Его чудесный рассказ о том, что маленький барон носил в кармане какое-то странное животное, вскоре собрал вокруг меня толпу, и прошло некоторое время, прежде чем я смог убедить даже родителей, что часы не живые и что чувствуют они вовсе не биение сердца маленького животного.

Однажды, когда одна маленькая соодопсия сидела у меня на коленях, нежно обвив крошечную ручку вокруг моей шеи, я случайно сделал какое-то замечание Балджеру, но, к моему изумлению, ребенок выскочил из моих рук и бросился прочь с выражением ужаса на маленьком личике.

Что я ему сделал?

Оказывается, по чистой случайности его крошечная рука была прижата к моему горлу, и он испугался, почувствовав странную вибрацию, вызванную моим голосом. Тотчас же распространился слух, что маленький барон носит в горле другого маленького барона, и что любой может почувствовать его, если только я соглашусь. Мне потребовалось много времени, чтобы убедить их, что то, что они чувствовали, было не еще одним маленьким бароном, а просто вибрацией, вызванной моим голосом, характерным для людей верхнего мира. Но все равно мне пришлось сказать Балджеру сотни бесполезных слов, чтобы дать их маленьким ручонкам возможность почувствовать нечто столь чудесное.

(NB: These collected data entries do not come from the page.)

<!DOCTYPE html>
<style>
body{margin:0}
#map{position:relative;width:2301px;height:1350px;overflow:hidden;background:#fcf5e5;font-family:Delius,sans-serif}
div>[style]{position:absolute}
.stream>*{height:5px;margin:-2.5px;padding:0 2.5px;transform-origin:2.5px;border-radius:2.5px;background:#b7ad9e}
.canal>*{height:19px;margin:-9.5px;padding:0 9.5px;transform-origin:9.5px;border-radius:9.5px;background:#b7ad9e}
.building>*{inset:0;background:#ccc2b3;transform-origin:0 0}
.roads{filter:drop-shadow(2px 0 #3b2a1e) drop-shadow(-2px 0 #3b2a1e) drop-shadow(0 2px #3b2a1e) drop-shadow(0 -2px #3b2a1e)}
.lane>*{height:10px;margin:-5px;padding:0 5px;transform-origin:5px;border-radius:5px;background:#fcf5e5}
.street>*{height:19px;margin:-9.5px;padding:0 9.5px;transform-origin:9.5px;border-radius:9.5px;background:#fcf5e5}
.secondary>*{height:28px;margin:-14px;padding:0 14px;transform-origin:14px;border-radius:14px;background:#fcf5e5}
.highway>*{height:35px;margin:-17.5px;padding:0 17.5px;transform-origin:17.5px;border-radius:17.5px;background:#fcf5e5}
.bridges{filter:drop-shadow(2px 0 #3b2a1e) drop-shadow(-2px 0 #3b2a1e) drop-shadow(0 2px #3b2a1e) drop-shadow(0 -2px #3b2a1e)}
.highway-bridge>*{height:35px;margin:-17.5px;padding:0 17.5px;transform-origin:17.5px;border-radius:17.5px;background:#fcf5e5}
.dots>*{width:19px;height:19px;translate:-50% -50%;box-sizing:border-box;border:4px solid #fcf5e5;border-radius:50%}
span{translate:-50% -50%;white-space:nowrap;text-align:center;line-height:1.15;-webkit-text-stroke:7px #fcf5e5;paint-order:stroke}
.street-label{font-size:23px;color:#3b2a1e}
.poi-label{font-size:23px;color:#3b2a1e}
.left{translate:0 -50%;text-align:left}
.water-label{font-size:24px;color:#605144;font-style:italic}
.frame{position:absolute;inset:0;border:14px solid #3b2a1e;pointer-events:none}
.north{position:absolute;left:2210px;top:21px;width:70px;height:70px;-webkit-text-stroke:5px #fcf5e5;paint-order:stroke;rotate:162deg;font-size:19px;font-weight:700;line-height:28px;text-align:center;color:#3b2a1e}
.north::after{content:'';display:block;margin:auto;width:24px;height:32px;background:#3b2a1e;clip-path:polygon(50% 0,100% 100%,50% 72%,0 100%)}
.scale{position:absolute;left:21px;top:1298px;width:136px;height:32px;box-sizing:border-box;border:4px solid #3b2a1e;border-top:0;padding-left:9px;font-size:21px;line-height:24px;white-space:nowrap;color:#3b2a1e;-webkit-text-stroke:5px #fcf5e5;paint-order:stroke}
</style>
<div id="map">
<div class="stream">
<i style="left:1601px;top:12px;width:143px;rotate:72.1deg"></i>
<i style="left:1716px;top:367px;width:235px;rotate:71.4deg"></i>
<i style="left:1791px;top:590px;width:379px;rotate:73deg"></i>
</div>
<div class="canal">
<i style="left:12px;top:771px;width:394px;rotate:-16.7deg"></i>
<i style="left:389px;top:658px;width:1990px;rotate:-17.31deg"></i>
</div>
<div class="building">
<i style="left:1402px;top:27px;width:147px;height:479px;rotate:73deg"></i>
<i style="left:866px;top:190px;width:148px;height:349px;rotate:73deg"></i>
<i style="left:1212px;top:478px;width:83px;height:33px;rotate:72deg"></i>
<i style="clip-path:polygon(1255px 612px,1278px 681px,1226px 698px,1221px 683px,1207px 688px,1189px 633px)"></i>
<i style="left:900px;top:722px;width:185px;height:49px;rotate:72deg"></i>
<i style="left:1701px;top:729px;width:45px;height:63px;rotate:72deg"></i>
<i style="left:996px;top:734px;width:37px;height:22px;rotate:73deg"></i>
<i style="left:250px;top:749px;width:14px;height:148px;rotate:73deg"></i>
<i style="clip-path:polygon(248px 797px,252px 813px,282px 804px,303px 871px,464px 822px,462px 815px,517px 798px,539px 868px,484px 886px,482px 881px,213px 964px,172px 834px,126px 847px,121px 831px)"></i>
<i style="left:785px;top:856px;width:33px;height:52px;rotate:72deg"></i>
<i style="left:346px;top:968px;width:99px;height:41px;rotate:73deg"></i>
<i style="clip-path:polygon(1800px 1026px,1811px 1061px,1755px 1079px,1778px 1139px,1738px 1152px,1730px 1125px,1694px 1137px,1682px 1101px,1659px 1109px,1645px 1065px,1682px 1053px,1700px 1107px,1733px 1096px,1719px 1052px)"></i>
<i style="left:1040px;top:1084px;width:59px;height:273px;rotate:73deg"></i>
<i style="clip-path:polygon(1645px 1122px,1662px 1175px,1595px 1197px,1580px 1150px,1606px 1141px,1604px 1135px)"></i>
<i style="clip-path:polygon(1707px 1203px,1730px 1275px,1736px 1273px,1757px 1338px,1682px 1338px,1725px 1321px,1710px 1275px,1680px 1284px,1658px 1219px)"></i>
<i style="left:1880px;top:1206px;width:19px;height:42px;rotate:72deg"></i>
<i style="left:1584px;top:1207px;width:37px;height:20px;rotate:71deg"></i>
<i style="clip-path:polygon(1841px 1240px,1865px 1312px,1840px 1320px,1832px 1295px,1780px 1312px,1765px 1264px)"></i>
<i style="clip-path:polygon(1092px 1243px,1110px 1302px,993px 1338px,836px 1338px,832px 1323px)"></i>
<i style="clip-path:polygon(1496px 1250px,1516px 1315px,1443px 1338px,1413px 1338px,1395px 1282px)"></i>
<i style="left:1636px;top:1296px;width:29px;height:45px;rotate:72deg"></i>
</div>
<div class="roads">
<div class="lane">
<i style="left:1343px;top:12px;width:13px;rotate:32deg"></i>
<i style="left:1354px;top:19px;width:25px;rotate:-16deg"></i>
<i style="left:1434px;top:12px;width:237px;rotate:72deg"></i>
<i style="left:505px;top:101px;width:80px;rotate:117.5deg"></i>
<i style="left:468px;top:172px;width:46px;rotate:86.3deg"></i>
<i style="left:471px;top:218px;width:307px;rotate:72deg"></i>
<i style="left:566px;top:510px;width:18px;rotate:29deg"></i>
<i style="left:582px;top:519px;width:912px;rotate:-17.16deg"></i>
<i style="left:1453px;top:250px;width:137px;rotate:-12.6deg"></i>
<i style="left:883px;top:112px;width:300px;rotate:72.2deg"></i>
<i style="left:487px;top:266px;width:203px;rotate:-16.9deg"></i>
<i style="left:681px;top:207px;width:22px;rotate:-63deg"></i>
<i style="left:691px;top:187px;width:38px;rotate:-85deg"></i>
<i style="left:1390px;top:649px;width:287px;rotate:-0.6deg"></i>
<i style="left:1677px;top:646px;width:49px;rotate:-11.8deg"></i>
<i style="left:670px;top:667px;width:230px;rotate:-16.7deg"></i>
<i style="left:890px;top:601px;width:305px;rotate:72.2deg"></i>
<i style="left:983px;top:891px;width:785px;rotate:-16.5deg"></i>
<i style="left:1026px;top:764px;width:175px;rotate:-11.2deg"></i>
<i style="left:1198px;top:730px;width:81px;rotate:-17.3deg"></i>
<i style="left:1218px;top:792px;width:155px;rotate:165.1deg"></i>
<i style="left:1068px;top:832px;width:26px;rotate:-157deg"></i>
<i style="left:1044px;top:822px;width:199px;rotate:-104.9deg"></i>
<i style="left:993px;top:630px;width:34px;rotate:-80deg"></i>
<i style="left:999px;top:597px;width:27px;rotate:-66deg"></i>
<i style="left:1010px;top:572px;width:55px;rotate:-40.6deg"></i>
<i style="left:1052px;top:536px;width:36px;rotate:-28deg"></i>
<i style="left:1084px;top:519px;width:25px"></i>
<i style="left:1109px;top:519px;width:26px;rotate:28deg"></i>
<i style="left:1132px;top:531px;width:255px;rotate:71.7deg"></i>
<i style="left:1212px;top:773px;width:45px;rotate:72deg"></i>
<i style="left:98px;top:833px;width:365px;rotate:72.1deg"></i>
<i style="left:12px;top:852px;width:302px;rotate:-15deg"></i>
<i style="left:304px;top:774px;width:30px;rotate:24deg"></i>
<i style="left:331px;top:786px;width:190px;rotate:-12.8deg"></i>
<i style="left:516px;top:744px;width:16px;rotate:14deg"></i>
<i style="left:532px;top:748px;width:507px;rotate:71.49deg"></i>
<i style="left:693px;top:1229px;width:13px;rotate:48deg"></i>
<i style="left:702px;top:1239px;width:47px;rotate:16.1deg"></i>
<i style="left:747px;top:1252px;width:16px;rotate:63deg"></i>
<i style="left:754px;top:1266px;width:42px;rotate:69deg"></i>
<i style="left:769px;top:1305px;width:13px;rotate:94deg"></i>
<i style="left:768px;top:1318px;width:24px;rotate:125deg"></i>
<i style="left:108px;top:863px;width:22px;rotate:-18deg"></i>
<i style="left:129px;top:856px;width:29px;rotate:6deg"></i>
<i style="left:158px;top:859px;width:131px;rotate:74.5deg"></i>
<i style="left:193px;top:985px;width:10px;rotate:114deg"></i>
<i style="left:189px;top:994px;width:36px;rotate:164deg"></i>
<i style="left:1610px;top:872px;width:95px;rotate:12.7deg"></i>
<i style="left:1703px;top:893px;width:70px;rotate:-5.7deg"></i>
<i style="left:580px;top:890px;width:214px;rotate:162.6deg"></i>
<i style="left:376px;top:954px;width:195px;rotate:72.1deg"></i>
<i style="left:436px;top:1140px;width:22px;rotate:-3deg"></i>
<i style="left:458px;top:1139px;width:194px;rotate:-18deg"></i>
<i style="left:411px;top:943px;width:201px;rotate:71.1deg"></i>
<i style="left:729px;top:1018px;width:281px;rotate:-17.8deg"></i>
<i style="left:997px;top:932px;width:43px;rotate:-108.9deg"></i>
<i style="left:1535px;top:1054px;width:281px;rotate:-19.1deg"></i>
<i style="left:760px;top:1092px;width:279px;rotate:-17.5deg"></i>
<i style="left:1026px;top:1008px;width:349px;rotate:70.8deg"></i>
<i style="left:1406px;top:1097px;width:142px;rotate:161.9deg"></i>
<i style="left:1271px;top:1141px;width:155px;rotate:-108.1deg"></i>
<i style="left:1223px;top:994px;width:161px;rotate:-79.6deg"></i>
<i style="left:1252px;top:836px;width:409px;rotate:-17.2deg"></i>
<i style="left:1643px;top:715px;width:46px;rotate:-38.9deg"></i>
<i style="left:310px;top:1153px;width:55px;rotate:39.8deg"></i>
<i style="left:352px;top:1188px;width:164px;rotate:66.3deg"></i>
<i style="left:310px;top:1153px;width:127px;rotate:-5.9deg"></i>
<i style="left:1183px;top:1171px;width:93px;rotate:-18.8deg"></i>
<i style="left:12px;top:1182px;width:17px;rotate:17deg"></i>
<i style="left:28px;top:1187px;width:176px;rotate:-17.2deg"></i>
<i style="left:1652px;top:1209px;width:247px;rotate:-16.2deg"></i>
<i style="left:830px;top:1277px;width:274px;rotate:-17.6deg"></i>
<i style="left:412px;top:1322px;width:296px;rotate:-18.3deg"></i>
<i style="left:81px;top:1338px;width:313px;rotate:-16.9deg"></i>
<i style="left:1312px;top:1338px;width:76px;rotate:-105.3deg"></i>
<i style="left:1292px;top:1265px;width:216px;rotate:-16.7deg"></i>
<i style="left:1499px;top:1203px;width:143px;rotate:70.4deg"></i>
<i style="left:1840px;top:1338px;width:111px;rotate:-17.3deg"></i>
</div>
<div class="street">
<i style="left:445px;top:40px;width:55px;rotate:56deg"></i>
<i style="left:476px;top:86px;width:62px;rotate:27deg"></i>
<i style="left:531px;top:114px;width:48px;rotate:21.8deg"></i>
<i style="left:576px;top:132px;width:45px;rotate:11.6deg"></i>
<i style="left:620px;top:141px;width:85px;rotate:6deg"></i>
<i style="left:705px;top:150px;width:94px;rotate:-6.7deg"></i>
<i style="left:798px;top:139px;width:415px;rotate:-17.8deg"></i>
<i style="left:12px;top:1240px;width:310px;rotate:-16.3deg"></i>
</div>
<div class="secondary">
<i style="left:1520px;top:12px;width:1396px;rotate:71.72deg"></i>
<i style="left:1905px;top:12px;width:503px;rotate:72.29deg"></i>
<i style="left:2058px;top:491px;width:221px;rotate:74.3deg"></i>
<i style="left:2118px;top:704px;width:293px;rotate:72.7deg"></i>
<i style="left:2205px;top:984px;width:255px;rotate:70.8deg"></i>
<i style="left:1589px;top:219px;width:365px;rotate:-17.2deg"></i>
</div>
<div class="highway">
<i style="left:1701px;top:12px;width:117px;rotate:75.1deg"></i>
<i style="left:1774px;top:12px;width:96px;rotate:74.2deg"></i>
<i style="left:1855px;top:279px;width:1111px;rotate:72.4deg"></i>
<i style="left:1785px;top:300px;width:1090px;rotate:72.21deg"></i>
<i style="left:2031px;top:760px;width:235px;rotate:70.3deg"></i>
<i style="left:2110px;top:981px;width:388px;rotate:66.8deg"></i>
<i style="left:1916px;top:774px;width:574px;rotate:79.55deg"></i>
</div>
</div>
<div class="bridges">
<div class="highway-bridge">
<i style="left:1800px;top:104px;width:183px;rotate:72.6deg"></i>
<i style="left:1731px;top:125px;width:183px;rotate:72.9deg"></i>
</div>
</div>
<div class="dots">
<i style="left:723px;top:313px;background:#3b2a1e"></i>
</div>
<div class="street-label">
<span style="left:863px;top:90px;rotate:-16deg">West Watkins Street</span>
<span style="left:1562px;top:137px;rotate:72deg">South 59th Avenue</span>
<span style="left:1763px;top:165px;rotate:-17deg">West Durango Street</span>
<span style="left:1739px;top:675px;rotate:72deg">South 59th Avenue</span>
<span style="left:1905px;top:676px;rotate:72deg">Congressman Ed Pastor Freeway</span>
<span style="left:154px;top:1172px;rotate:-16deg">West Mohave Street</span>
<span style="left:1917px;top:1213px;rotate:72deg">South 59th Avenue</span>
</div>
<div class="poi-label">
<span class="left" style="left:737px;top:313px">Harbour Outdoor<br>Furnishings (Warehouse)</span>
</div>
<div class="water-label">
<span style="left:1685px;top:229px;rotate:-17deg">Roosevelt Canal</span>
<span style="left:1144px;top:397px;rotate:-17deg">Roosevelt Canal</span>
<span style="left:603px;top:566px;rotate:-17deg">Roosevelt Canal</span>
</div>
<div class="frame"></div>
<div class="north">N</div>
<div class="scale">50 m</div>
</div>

Из того немногого, что я рассказал вам об именах формифолку, дорогие друзья, вы, без сомнения, поняли, что их имена происходят от какого-то физического качества, дефекта или особенности. Помимо имен, которые я уже упоминал, были еще Острый подбородок, Длинный нос, Шелковые уши, Гладкие ладони, Большой кулак, Отколотый ноготь, Кулак-молот, Мягкое прикосновение, Углубление в щеке или Углубление на подбородке (ямочка), Кудрявые волосы и так далее, и тому подобное.

Но, к моему удивлению, однажды, когда я спросил имя молодой девушки, чьи длинные и тонкие пальцы привлекли мое внимание, мне сказали, что ее зовут Поющие пальцы, или, возможно, я мог бы перевести это как Музыкальные пальцы.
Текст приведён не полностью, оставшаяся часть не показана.